### TASK
The response consists of the lines from the start of the material below through the line holding "position:relative; width:2395px; height:1312px;", repeated word for word and without pictures.

----- DATA

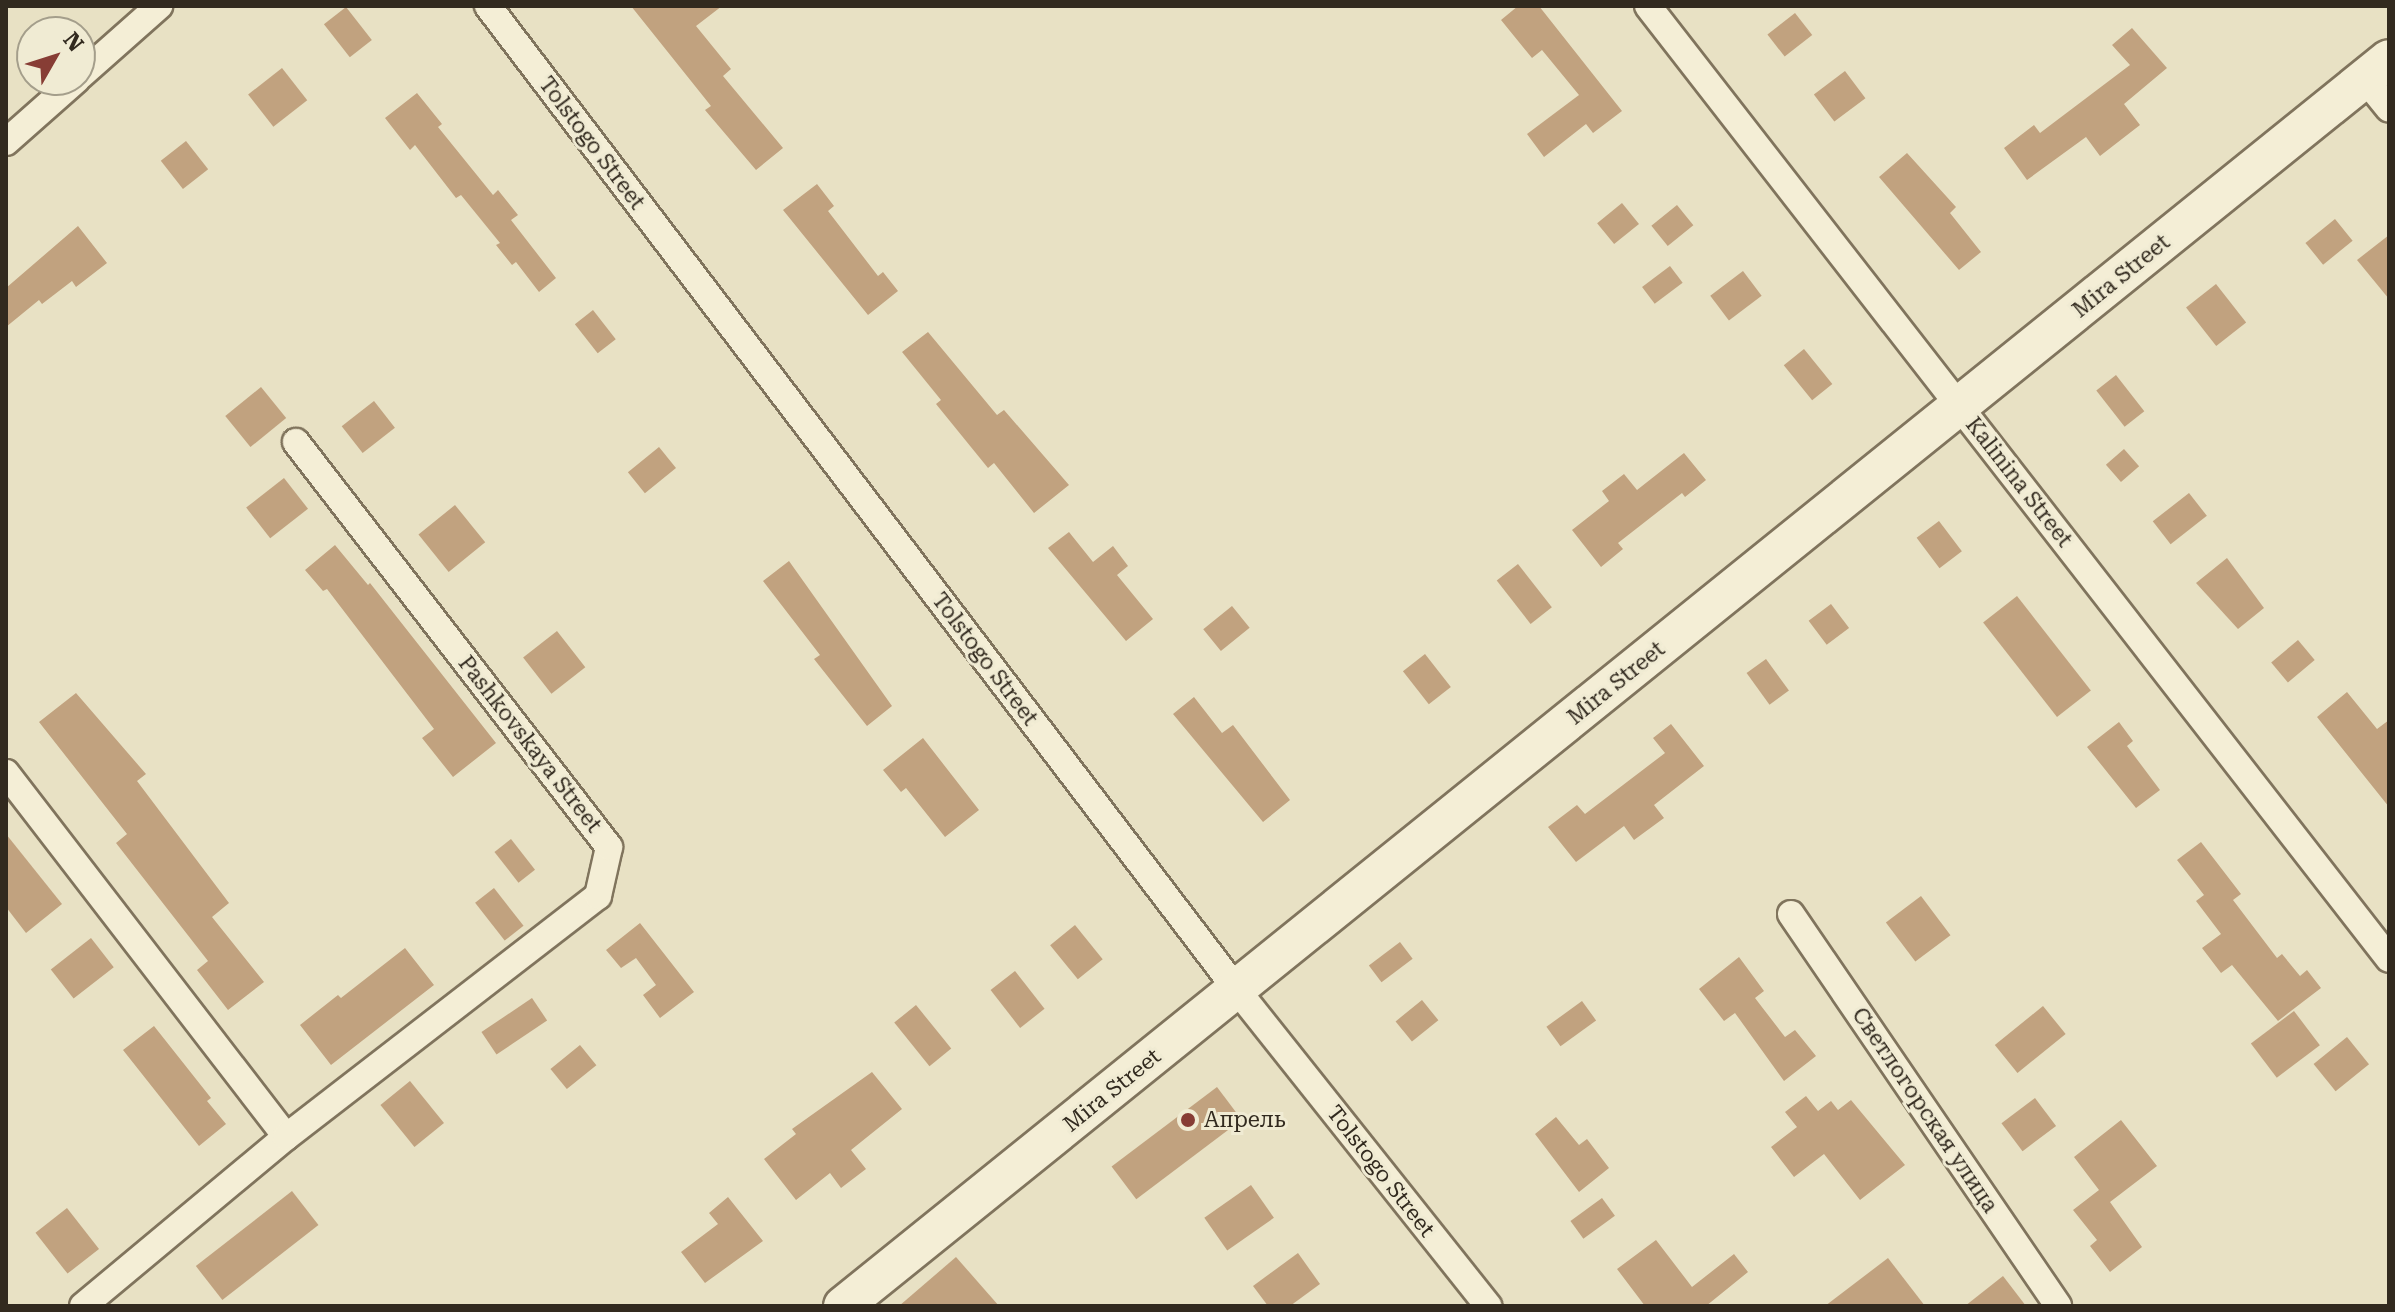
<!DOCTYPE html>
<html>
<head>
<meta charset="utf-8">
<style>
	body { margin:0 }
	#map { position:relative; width:2395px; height:1312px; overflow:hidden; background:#e8e1c4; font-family:"Roboto Serif",serif }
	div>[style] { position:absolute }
	.building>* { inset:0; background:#c1a27f; transform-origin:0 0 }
	.roads { filter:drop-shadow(2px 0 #80745d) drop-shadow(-2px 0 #80745d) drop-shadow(0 2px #80745d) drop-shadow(0 -2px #80745d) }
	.minor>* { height:26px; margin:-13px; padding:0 13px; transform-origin:13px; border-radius:13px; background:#f4eed6 }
	.secondary>* { height:38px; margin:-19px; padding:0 19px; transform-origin:19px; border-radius:19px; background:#f4eed6 }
	.dots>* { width:22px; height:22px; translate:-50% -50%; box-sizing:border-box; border:4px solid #f0ebd3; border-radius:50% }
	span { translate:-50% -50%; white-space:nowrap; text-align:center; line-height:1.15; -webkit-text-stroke:6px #f0ebd3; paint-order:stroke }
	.street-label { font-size:22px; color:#322a1f }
	.poi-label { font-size:22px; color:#322a1f }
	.left { translate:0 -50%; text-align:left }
	.frame { position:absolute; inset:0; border:8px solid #322a1f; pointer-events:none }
	.north { position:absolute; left:16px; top:16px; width:80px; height:80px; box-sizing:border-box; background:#f0ebd3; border:2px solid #a49e8b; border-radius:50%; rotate:51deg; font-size:22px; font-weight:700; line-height:32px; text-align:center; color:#322a1f }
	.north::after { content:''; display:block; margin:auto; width:28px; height:36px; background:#873d35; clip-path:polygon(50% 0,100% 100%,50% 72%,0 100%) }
</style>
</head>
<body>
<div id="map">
	<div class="building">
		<div style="clip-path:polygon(631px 6px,722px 6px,696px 26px,731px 69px,723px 76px,783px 148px,756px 170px,705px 110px,711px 106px)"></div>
		<div style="clip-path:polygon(1518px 6px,1539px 6px,1622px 111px,1593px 133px,1586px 124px,1544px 157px,1527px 134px,1579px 95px,1542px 50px,1532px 58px,1501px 20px)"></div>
		<div style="left:346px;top:7px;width:42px;height:28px;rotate:52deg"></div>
		<div style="left:1795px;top:13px;width:28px;height:35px;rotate:52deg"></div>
		<div style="clip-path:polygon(2132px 28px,2167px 68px,2124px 104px,2140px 125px,2100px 156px,2086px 137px,2027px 180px,2004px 148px,2034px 125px,2040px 133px,2130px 65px,2112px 45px)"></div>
		<div style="left:282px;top:68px;width:41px;height:43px;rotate:52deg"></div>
		<div style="left:1845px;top:71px;width:34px;height:39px;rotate:53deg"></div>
		<div style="clip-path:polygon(417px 93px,442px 124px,438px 127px,493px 195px,498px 190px,518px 215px,511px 220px,556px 278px,539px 292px,516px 262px,512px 265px,496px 245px,500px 243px,461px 195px,456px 198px,415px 145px,410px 150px,385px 118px)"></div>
		<div style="left:186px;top:141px;width:36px;height:32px;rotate:52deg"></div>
		<div style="clip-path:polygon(1907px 153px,1956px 207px,1950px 213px,1981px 252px,1959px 270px,1879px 177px)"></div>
		<div style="clip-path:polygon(817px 184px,834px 206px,828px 211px,878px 276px,883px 272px,898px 291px,868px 315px,783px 210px)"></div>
		<div style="left:1622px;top:203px;width:27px;height:32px;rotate:51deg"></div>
		<div style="left:1677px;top:205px;width:26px;height:33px;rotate:51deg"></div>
		<div style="left:2335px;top:219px;width:28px;height:38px;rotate:51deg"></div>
		<div style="clip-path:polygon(78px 226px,107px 263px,76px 287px,72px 281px,42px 304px,39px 300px,6px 327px,6px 288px)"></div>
		<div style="clip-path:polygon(2389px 235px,2389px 299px,2357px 260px)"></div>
		<div style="left:1670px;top:266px;width:21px;height:35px;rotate:53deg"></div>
		<div style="left:1743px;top:271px;width:31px;height:41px;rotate:53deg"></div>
		<div style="left:2216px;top:284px;width:49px;height:38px;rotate:52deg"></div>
		<div style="left:593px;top:310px;width:37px;height:23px;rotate:52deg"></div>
		<div style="clip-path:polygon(928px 332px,997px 415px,1004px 410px,1069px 485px,1034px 513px,994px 463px,988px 468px,936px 404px,941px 400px,902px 352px)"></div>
		<div style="left:1804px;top:349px;width:45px;height:26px;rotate:51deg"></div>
		<div style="left:2116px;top:375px;width:46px;height:25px;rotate:52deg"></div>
		<div style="left:261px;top:387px;width:40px;height:46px;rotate:51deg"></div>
		<div style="left:374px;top:401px;width:34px;height:41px;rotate:52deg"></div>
		<div style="left:659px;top:447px;width:27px;height:40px;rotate:51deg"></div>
		<div style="left:2124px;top:449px;width:23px;height:24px;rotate:49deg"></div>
		<div style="clip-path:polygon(1684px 453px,1706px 480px,1685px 497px,1682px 493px,1618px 543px,1623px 549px,1601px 567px,1572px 530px,1609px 501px,1602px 491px,1624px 474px,1637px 490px)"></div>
		<div style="left:284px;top:478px;width:39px;height:48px;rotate:52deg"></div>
		<div style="left:2189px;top:493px;width:29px;height:46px;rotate:52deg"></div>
		<div style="left:455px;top:505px;width:48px;height:47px;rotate:51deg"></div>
		<div style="left:1939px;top:521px;width:38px;height:28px;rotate:53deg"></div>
		<div style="clip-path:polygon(1069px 532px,1093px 562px,1113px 546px,1128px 566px,1117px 575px,1153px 619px,1126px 641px,1048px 548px)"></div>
		<div style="clip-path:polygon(335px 545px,368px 585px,370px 583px,496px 743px,453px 777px,422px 738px,434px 729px,327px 589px,323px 591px,305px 570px)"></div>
		<div style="clip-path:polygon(2227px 558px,2264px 608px,2238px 629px,2196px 583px)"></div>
		<div style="clip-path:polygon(789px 561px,892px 706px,867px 726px,814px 659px,820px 655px,763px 581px)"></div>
		<div style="left:1518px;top:564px;width:55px;height:27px;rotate:52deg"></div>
		<div style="left:2017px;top:596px;width:120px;height:43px;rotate:52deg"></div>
		<div style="left:1831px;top:604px;width:30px;height:28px;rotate:53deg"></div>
		<div style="left:1232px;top:606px;width:28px;height:37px;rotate:51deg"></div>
		<div style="left:557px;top:631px;width:46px;height:43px;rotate:52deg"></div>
		<div style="left:2298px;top:640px;width:26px;height:35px;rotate:50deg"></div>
		<div style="left:1425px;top:654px;width:42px;height:28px;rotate:52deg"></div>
		<div style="left:1766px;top:659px;width:39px;height:24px;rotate:54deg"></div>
		<div style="clip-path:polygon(2347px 692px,2377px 729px,2389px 720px,2389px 807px,2317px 717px)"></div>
		<div style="clip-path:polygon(76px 693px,146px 774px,137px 781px,229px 903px,212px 917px,264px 982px,228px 1010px,197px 970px,208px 961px,116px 843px,127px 834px,39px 722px)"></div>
		<div style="clip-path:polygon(1194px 697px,1222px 733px,1233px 725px,1290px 800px,1263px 822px,1173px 714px)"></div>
		<div style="clip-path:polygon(2119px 722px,2133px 741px,2127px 746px,2160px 790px,2136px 808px,2087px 747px)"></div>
		<div style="clip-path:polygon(1671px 724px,1704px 766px,1654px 805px,1664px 818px,1634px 840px,1624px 826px,1576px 862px,1548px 827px,1577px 805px,1585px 814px,1665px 753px,1653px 738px)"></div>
		<div style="clip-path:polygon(923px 738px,979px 810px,945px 837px,906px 788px,901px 792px,883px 770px)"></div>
		<div style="clip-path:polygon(6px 834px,62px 904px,26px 933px,6px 907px)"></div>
		<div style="left:511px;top:839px;width:39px;height:21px;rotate:52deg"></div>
		<div style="clip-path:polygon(2201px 842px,2241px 894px,2233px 900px,2277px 958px,2282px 954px,2300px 976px,2307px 970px,2321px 988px,2278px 1021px,2232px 965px,2221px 973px,2202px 948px,2221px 934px,2196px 901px,2204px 895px,2177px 860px)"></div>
		<div style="left:494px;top:888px;width:48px;height:24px;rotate:52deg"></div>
		<div style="left:1921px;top:896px;width:49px;height:44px;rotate:53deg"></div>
		<div style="clip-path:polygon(640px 923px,694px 992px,660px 1018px,643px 995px,656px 985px,636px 958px,621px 968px,606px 950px)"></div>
		<div style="left:1075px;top:925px;width:44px;height:32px;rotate:51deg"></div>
		<div style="left:91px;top:938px;width:37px;height:51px;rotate:52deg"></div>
		<div style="left:1400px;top:942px;width:21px;height:39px;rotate:53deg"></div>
		<div style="clip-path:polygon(405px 948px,434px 985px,331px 1065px,300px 1025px,338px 995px,341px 998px)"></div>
		<div style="clip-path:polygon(1739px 957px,1764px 991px,1755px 998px,1785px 1037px,1795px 1030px,1816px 1056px,1784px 1081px,1735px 1013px,1724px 1021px,1699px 989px)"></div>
		<div style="left:1015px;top:971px;width:48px;height:31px;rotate:52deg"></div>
		<div style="left:532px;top:998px;width:27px;height:61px;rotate:56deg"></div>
		<div style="left:1422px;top:1000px;width:26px;height:34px;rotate:51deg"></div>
		<div style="left:1582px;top:1001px;width:24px;height:44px;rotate:54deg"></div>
		<div style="left:916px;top:1005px;width:56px;height:28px;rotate:51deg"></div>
		<div style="left:2043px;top:1006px;width:36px;height:62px;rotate:51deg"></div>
		<div style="left:2294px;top:1011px;width:43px;height:54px;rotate:53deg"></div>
		<div style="clip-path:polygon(154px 1026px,211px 1098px,207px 1101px,226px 1124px,199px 1146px,123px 1050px)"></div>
		<div style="left:2347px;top:1037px;width:35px;height:43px;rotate:51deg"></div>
		<div style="left:580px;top:1045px;width:26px;height:38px;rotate:51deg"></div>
		<div style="clip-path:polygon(872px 1072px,902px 1109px,851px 1150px,866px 1169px,841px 1188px,830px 1173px,796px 1200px,764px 1159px,796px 1134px,792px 1129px)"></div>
		<div style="left:410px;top:1081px;width:54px;height:38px;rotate:51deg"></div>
		<div style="left:1217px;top:1087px;width:41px;height:132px;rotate:53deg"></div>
		<div style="clip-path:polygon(1806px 1096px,1818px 1111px,1831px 1101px,1838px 1110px,1851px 1100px,1905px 1165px,1860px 1200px,1824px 1154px,1794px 1177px,1771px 1147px,1797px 1127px,1785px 1112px)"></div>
		<div style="left:2035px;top:1098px;width:35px;height:42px;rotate:53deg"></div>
		<div style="clip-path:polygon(1556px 1117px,1579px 1145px,1587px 1139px,1609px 1168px,1579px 1192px,1535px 1134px)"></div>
		<div style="clip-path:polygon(2121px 1120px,2157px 1166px,2110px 1202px,2142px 1247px,2110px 1272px,2090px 1246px,2097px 1240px,2073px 1210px,2099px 1190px,2074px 1157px)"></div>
		<div style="left:1251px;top:1185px;width:40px;height:57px;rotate:55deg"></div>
		<div style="left:292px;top:1191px;width:43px;height:122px;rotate:52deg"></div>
		<div style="clip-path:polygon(728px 1197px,763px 1241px,705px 1283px,681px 1252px,718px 1224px,709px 1213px)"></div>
		<div style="left:1602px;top:1198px;width:22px;height:39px;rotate:54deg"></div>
		<div style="left:67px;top:1208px;width:52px;height:40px;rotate:52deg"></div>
		<div style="clip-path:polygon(1656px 1240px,1692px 1287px,1734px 1254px,1748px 1272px,1706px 1306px,1645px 1306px,1617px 1269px)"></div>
		<div style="clip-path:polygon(1298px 1253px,1320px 1284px,1290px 1306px,1268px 1306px,1253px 1286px)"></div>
		<div style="clip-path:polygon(956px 1257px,999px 1306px,899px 1306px)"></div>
		<div style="clip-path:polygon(1888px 1258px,1925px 1306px,1825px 1306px)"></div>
		<div style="clip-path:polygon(2003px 1276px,2026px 1306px,1965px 1306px)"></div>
	</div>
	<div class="roads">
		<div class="minor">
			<div style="left:488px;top:6px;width:1237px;rotate:52.72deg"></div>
			<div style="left:1237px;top:990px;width:404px;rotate:51.5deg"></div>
			<div style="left:1648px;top:6px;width:1207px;rotate:52.13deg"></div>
			<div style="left:80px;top:76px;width:106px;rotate:-41.5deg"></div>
			<div style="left:2365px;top:79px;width:38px;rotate:51deg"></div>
			<div style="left:6px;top:142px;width:94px;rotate:-41.5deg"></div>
			<div style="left:6px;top:773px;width:459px;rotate:52.4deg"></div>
			<div style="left:1791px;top:914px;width:474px;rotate:55.7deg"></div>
			<div style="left:83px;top:1306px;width:264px;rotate:-39.8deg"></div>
			<div style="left:286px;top:1137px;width:394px;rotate:-37.7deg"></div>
			<div style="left:598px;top:896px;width:50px;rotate:-77.3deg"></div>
			<div style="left:609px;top:847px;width:512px;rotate:-127.7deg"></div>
		</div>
		<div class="secondary">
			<div style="left:843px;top:1306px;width:1986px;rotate:-38.89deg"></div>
		</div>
	</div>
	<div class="dots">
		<div style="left:1188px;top:1120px;background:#873d35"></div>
	</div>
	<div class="street-label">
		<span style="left:592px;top:143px;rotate:53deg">Tolstogo Street</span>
		<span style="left:2121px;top:276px;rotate:-39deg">Mira Street</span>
		<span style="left:2019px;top:482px;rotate:52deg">Kalinina Street</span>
		<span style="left:985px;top:659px;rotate:53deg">Tolstogo Street</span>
		<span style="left:1616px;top:683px;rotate:-39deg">Mira Street</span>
		<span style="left:530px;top:744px;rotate:52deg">Pashkovskaya Street</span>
		<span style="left:1112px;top:1090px;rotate:-39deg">Mira Street</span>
		<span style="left:1925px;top:1110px;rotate:56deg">Светлогорская улица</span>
		<span style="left:1381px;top:1171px;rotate:52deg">Tolstogo Street</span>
	</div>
	<div class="poi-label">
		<span class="left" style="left:1204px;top:1120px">Апрель</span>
	</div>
	<div class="frame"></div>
	<div class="north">N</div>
</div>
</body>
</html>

----------

### WRITTEN ANSWER
<!DOCTYPE html>
<html>
<head>
<meta charset="utf-8">
<style>
	body { margin:0 }
	#map { position:relative; width:2395px; height:1312px; overflow:hidden; background:#e8e1c4; font-family:"Roboto Serif",serif }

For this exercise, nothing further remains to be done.